Matt Taibbi's (previously) latest Rolling Stone column traces the long history of rich Democrat donors and the officials whom they fund attacking progressive candidates, showing how the same playbook used to attack Dennis Kucinich in 2003 is now being rolled out to attack Bernie Sanders and Elizabeth Warren (I am a donor to both the Sanders and Warren campaigns).
The wealthy and their captured lawmakers smear anyone who offers a progressive alternative as a "spoiler" who will "undermine" the party's chances to beat Republicans; this becomes a critique of the politicians, who are characterized as "narcissists" whose presidential bids are a matter of ego, not policy.
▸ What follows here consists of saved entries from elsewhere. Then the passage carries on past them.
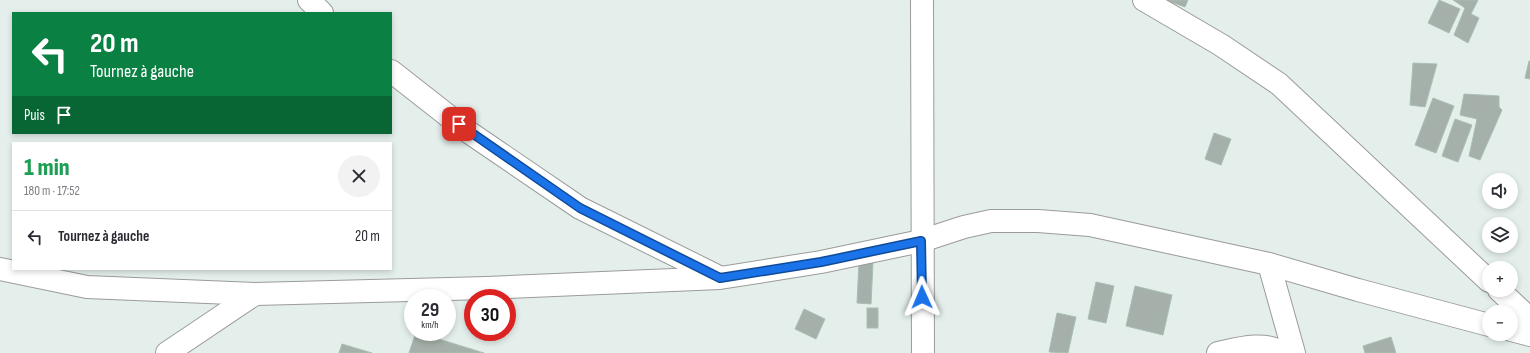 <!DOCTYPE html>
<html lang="fr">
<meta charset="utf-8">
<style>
:root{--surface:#fff;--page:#f2f2f3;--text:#2b2b33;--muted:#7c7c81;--line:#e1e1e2}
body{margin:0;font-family:"Sofia Sans Condensed",sans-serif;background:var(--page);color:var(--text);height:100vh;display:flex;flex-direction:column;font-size:15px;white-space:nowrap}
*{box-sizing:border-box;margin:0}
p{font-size:13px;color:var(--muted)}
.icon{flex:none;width:22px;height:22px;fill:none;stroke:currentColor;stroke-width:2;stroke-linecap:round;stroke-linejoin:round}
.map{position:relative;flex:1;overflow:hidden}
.details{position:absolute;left:12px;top:142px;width:380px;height:128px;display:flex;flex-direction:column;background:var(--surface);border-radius:0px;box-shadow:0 2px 6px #0003}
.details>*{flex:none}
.banner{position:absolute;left:12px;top:12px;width:380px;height:122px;border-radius:0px;box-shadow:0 2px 6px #0003;background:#0b8043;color:#fff;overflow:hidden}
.controls{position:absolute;left:1482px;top:173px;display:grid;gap:8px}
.controls a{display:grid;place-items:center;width:36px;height:36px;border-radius:50%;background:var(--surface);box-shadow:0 2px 6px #0003;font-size:20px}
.speed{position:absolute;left:404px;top:289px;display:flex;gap:8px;font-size:20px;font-weight:700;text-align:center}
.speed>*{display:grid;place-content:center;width:52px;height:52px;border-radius:50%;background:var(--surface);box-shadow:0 2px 6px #0003;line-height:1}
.speed small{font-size:10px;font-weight:400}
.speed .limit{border:6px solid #d22;background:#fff;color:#111}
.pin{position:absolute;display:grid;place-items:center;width:34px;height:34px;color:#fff;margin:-17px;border-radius:8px;box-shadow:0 2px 6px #0006}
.me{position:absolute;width:44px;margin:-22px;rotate:359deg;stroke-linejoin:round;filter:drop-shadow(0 0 3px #0008)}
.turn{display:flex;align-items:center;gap:14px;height:84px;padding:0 12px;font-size:18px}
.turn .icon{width:52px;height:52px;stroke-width:2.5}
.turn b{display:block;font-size:28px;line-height:34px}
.then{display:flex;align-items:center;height:38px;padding:0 12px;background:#0003;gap:8px;font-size:15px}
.round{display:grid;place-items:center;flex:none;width:42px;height:42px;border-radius:21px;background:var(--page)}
.overview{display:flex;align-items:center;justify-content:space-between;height:68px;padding:0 12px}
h1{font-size:24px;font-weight:800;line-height:30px;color:#1e9e55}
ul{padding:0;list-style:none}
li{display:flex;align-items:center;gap:12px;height:52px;padding:0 12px;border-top:1px solid var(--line)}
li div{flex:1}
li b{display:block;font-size:15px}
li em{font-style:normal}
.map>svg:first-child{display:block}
.building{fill:#a4b0a9;stroke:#a7c0b3}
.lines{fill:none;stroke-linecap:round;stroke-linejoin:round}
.minor-casing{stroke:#9b9b9b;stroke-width:24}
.minor{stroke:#fff;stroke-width:22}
.route-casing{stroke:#114b97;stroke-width:10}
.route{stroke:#1a73e8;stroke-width:7}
</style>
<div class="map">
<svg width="1530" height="353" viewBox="0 0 1530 353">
<rect width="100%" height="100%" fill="#e4efec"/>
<!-- building -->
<g class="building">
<polygon points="1165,0 1188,0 1185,7"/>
<polygon points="1439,0 1460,9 1449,33 1428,23"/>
<polygon points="1453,0 1478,0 1471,14 1479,18 1468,43 1454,35 1465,8"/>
<polygon points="1529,61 1530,61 1530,79 1525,78"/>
<polygon points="1413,63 1437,64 1425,107 1410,105"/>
<polygon points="1464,94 1499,96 1499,107 1502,110 1480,160 1469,156 1477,119 1460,115"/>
<polygon points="1433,98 1454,106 1436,153 1415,145"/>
<polygon points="1455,119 1472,125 1458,162 1442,156"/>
<polygon points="1214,133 1231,139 1221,165 1205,159"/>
<polygon points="859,261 873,262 871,304 857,303"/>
<polygon points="1096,282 1114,286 1106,323 1088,319"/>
<polygon points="1135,286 1172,295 1163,335 1126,326"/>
<rect x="867" y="308" width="11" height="20"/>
<polygon points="804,309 825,319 816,339 795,329"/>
<polygon points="1057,313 1076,317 1068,353 1049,352"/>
<polygon points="416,332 484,353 409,353"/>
<polygon points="1391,337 1396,353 1365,353 1363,346"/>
<polygon points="342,344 372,353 339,353"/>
</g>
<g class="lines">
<!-- minor casing -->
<g class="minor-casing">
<g id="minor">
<polyline points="309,0 322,13"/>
<polyline points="922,0 923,353"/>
<polyline points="1144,0 1221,45 1279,84 1489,281"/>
<polyline points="391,71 470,133 580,208 719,277"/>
<polyline points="1269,264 1294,353"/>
<polyline points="0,269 87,287 255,294 487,288 720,278 821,262 921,241 964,227 991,221 1038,221 1090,225 1269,264 1358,290 1489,325"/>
<polyline points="1499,290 1530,319"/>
<polyline points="1511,330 1530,335"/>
<polyline points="167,353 255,294"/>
<path d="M 1218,353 C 1240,348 1263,341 1284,353"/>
</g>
</g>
<!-- minor -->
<use href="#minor" class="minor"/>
</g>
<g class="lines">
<!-- route casing -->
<g class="route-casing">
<polyline id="route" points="459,124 580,208 720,278 821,262 921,241 922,297"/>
</g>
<!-- route -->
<use href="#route" class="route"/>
</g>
</svg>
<div class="controls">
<a><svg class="icon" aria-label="sound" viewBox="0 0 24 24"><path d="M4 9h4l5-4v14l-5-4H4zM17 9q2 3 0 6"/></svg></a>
<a><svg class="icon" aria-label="layers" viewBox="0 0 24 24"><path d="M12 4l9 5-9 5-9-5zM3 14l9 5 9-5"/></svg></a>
<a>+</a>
<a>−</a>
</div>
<div class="speed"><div>29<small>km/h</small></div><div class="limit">30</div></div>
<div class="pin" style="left:459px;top:124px;background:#d93025"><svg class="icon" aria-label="arrive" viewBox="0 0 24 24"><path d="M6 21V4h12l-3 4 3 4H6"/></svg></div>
<svg class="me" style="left:922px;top:297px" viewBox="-20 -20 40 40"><path d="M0-17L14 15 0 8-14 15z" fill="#1a73e8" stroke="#fff" stroke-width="4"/></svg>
<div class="banner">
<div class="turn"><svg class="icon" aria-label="left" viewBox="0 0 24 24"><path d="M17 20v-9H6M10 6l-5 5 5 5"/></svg><div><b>20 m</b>Tournez à gauche</div></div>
<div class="then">Puis<svg class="icon" aria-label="arrive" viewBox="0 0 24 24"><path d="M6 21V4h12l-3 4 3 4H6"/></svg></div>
</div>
<section class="details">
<div class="overview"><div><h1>1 min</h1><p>180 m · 17:52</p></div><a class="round"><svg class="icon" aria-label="close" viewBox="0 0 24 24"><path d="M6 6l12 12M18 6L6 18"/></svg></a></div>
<ul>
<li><svg class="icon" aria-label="left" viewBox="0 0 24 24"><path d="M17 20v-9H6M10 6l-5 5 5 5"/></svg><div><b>Tournez à gauche</b></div><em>20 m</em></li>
</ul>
</section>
</div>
This also conveniently switches the discussion away from the policies themselves, refocusing it on personalities, which are then smeared again.
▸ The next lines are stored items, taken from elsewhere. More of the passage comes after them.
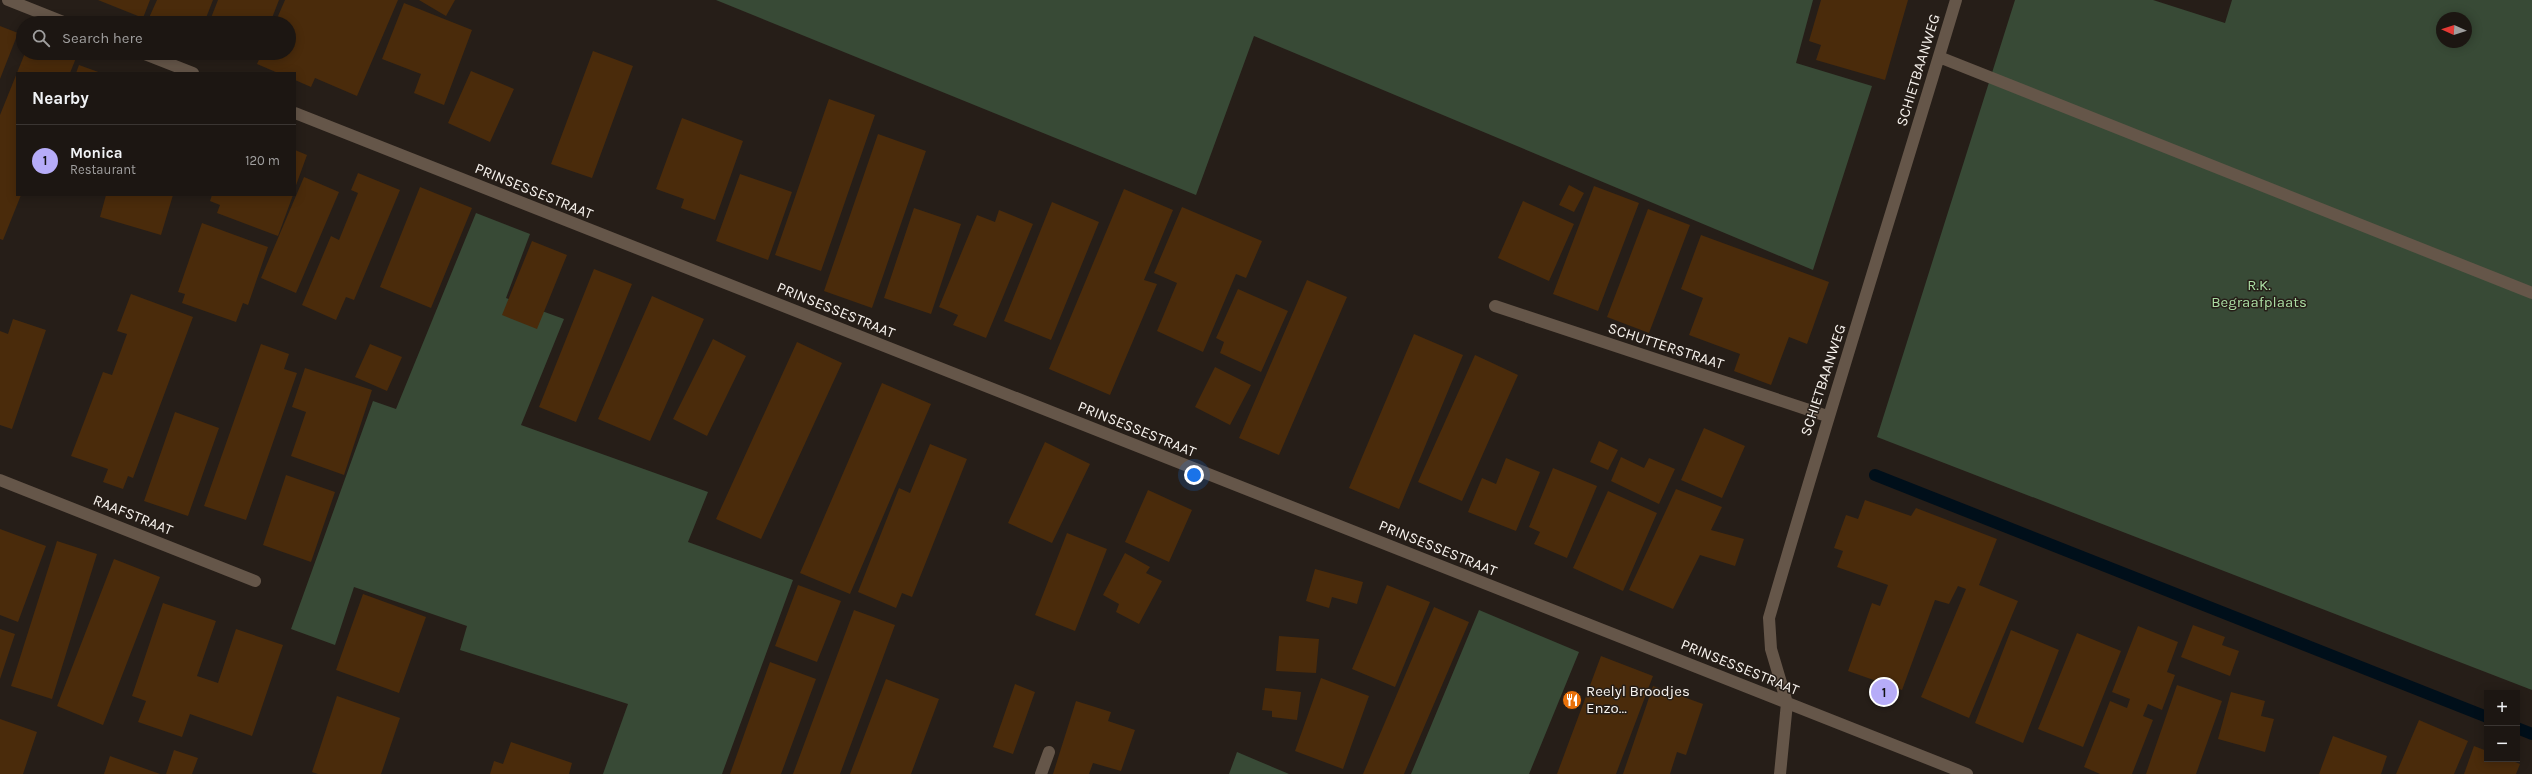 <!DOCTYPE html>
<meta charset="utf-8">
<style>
body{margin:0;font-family:Karla,sans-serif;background:#251f1b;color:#f1f3f6}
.controls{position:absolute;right:12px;bottom:12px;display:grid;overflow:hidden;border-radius:0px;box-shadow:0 2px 10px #0003}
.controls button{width:36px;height:36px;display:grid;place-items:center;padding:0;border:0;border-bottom:1px solid #3a3532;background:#1c1612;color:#f1f3f6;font:20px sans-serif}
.compass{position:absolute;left:2436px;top:12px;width:36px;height:36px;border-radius:50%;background:#1c1612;box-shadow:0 2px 10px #0003;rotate:273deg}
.you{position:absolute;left:1194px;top:475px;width:14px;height:14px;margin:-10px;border:3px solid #fff;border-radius:50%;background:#1a73e8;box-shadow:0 0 0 6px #1a73e833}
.badge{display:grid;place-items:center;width:26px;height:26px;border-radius:50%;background:#b6acf8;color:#111;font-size:13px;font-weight:700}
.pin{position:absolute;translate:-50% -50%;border:2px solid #fff;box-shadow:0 1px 4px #0006}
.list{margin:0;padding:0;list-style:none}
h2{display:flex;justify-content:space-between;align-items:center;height:52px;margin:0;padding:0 16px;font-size:17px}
h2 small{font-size:13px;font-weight:400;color:#a09f9f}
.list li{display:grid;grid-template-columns:26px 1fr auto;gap:12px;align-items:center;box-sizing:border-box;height:72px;padding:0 16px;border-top:1px solid #3a3532}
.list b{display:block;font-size:15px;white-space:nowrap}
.list p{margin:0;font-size:13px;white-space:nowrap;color:#a09f9f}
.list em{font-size:13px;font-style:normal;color:#a09f9f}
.icon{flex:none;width:22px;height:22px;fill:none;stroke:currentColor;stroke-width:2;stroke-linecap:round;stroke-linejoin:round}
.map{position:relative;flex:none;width:2532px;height:774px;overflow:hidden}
.search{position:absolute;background:#1c1612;box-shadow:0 2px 10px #0003;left:16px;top:16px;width:280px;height:44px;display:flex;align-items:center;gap:10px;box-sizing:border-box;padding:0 14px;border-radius:22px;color:#a09f9f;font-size:15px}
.panel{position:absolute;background:#1c1612;box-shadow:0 2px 10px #0003;left:16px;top:72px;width:280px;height:124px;border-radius:0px}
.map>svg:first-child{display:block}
.green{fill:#384a36;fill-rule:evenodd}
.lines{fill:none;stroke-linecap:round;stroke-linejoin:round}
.stream{stroke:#000f1a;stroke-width:12}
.building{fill:#4a2b0b}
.minor{stroke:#655649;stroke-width:12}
.labels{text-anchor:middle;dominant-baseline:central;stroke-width:3;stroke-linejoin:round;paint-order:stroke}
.street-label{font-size:15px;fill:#f8f3ee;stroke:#261e18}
.park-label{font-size:15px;fill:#abdda3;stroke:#261e18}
.poi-label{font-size:15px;fill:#f8f3ee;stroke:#261e18;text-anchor:start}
</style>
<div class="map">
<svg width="2532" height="774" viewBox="0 0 2532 774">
<rect width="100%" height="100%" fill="#261e18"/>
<path class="green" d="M716,0H1813L1796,63L1872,86L1813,270L1254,36L1196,195Z
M2015,0H2153L2225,23L2232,0H2532V690L1877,437ZM2442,18H2466V42H2442Z
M476,213L530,234L506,298L564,319L521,425L708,492L688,542L793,580L722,774H603L628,704L460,650L467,626L354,587L335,645L291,629L373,401L396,409Z
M1479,610L1579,652L1529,774H1411Z
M1237,752L1289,774H1229Z"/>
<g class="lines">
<path class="stream" d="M1875,475L2487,717
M2517,728L2532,734"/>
</g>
<path class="building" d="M98,0H150L143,18Z
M157,0H213L204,23H156L148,20Z
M218,0H279L270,23H209Z
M285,0H398L357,96L315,78L311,87L295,80V73H278L257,64L262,53H289V23H275Z
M419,0H455L446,16Z
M1821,0H1908L1885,80L1816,60L1821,45L1809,41Z
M404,3L472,30L444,105L414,93L421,74L382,59Z
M0,26L18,33L0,79Z
M593,51L633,66L592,178L551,164Z
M25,53H65L76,58L70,73H17V195H21L3,240L0,239V115Z
M79,65L101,73H76Z
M471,71L514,89L490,142L448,123Z
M829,99L875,115L821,271L775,255Z
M682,118L743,141L715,220L681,208L684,199L656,189Z
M878,134L926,151L872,308L824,291Z
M295,150L307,155L295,188Z
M358,173L400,190L354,300L346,297L336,320L302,305L331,236L339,240L358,193L351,190Z
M740,174L792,192L768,260L716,241Z
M304,177L339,192L296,293L261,278Z
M1569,185L1584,193L1574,212L1559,205Z
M1594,186L1639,203L1598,311L1553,294Z
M420,187L472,208L431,308L380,287Z
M1124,189L1173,210L1144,280L1157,284L1110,395L1049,369Z
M106,195H173L161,235L100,217Z
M212,195H293L278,236L217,213L220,205L210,201Z
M1523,201L1574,224L1549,281L1498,258Z
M1052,202L1099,222L1051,340L1004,321Z
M1182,207L1262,241L1246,278L1236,274L1203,352L1157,331L1177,283L1154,273Z
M914,208L961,224L931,314L884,298Z
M1648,209L1690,225L1649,333L1607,317Z
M999,210L1033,224L986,338L953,325L958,315L939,307L977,215L995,222Z
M202,223L268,247L248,305L243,303L236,322L182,303L185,294L178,292Z
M1701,235L1829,282L1807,344L1789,337L1771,385L1734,371L1740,354L1689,335L1703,298L1681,289Z
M532,241L567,255L537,329L502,315Z
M594,269L632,284L576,422L539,407Z
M1307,280L1347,297L1279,455L1239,438Z
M1238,289L1288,311L1261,372L1220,353L1224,342L1216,338Z
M131,294L193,317L133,478L128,476L123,489L103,482L108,469L71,456L103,372L112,375L127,334L117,331Z
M652,296L704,319L650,441L598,419Z
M13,319L46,330L12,429L0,425V331L8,334Z
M1414,334L1463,355L1399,509L1349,488Z
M713,339L746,356L707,436L673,419Z
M797,342L842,363L761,539L716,519Z
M261,344L289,354L284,369L297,373L246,520L204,506Z
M370,344L402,357L387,391L355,377Z
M1475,355L1518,375L1462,501L1418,482Z
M1215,367L1251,385L1230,425L1195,407Z
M305,368L372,390L344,475L291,456L306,412L292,407Z
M882,383L931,404L850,594L800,573Z
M175,412L219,428L188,516L144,501Z
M1704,428L1745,446L1722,498L1681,480Z
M1599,441L1618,450L1608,470L1590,462Z
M1045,442L1090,464L1052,543L1008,523Z
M930,444L967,459L912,597L902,593L896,608L858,592L899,488L910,493Z
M1621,457L1644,468L1649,458L1675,469L1659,504L1611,481Z
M1506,458L1540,472L1516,531L1468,512L1482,478L1496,484Z
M1553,468L1597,486L1567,558L1534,544L1540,532L1529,527Z
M286,475L335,492L311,562L263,545Z
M1676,489L1722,507L1711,530L1744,539L1735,566L1700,555L1673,609L1629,590Z
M1148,490L1192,510L1169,562L1125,542Z
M1608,491L1657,513L1623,591L1573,568Z
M1865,500L1911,516L1916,508L1997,539L1979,585L2018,601L1969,718L1921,697L1966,589L1958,586L1949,604L1935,600L1902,690L1848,671L1872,603L1880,606L1888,585L1837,567L1843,551L1834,548L1846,515L1858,519Z
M0,529L46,546L18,622L0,615Z
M1067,533L1107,549L1075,631L1035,615Z
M57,541L97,554L52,699L11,686Z
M1125,553L1150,567L1146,573L1162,581L1139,624L1116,612L1119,604L1103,595Z
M114,559L160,577L103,725L57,706Z
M1315,569L1363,582L1357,604L1332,597L1329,608L1306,601Z
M798,585L841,601L817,662L775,646Z
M1387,585L1430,602L1395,687L1352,669Z
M363,594L426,617L399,693L336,670Z
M163,603L216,621L197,676L218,683L236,629L283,645L252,736L190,714L182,737L138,722L146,701L132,696Z
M1434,607L1469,622L1404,774H1363Z
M854,610L895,625L840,774H793Z
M2193,625L2225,637L2222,645L2239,651L2230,676L2181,657Z
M2138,626L2178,642L2167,672L2175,675L2162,710L2148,704L2143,716L2153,720L2132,774H2100L2084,767L2110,701L2127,708L2130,699L2112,692Z
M0,629L15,634L0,679Z
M2011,630L2059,650L2023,743L1975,723Z
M2077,633L2121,651L2083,747L2038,729Z
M1279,636L1319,639L1316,673L1276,671Z
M1601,656L1653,676L1616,774H1557Z
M770,662L816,679L781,774H730Z
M1321,678L1369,696L1343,769L1295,751Z
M886,679L939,699L911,774H850Z
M1015,684L1035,692L1013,754L993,747Z
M2177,685L2222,701L2196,774H2146Z
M1653,686L1703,704L1686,755L1677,752L1670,774H1623Z
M1265,688L1301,692L1297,720L1272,717V711L1262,710Z
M2231,692L2265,701L2261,716L2274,719L2265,752L2218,739Z
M337,696L400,718L381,774H318L312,772Z
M1076,701L1111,712L1108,721L1135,730L1121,771L1093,763L1089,774H1053Z
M0,719L37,732L23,774H0Z
M2419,720L2468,741L2454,774H2396Z
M2333,736L2387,756L2381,774H2319Z
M511,742L572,763L569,774H490L494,761L503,764Z
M2474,746L2487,751V759H2508L2520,764L2516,774H2464Z
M174,750L198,758L192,774H166Z
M110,756L160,774H104Z"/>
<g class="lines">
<path class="minor" d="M8,0L66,23
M142,53L193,73
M1939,57L2532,293
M295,113L1967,774
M1495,306L1827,416
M0,480L255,581
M1041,774L1049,752
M1780,774L1787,703L1771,649L1769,618C1829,411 1894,206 1956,0"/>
</g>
<defs>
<symbol id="restaurant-disc" viewBox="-11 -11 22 22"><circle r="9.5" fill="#e8710a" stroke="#261e18"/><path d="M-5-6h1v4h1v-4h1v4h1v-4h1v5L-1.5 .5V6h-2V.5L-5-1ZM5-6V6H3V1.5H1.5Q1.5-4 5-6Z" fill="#fff"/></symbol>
</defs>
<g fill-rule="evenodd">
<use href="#restaurant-disc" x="1561" y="689" width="22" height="22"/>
</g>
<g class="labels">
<g class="street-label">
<text transform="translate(1918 70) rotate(-73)">SCHIETBAANWEG</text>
<text transform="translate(534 191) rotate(22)">PRINSESSESTRAAT</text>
<text transform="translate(836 310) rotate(22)">PRINSESSESTRAAT</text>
<text transform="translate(1666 346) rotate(18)">SCHUTTERSTRAAT</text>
<text transform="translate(1823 380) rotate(-72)">SCHIETBAANWEG</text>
<text transform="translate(1137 429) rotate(22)">PRINSESSESTRAAT</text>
<text transform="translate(133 515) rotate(22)">RAAFSTRAAT</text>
<text transform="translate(1438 548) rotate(22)">PRINSESSESTRAAT</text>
<text transform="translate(1740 667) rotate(22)">PRINSESSESTRAAT</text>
</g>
<g class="park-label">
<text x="2259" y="285">R.K.<tspan x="2259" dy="17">Begraafplaats</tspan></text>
</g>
<g class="poi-label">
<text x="1586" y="691">Reelyl Broodjes<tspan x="1586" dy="17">Enzo...</tspan></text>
</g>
</g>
</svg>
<div class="controls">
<button>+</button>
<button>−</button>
</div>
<svg class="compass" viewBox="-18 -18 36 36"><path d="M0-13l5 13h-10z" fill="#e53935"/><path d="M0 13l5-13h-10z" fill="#a09f9f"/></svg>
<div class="you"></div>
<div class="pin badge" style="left:1884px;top:692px">1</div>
<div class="search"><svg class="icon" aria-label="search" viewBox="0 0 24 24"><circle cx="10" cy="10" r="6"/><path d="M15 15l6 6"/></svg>Search here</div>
<section class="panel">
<h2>Nearby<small></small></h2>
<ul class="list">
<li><span class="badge">1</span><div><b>Monica</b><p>Restaurant</p></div><em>120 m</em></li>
</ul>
</section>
</div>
As Adam Johnson writes in FAIR, the press amplifies this tactic by calling the 1% and their enablers "mainstream Democrats" — despite the fact that polls show 78% of Democrats holding a favorable view of Sanders, who also leads every poll on 2020 nominees, and whose polls also show that Sanders can beat Trump.
The insistence that a handful of millionaires and some Congressional lifers who've enriched them are the "mainstream" of the party only makes sense if you take the voters for granted, assuming that they'll vote for whomever the Democrats put on the ballot.
But voters care about substance, which is why I'm so bullish on Elizabeth Warren: as Doug Henwood writes in Jacobin, Warren has the policy details that we've been waiting for. Specific, excellent proposals, on gouging pharma companies, a Piketty-style wealth-tax, breaking up Big Tech monopolists, Right to Repair, and holding execs criminally liable for scams and breaches. Warren's not perfect, but she's a damned sight better than any of the corporatist tools embraced by the party establishment.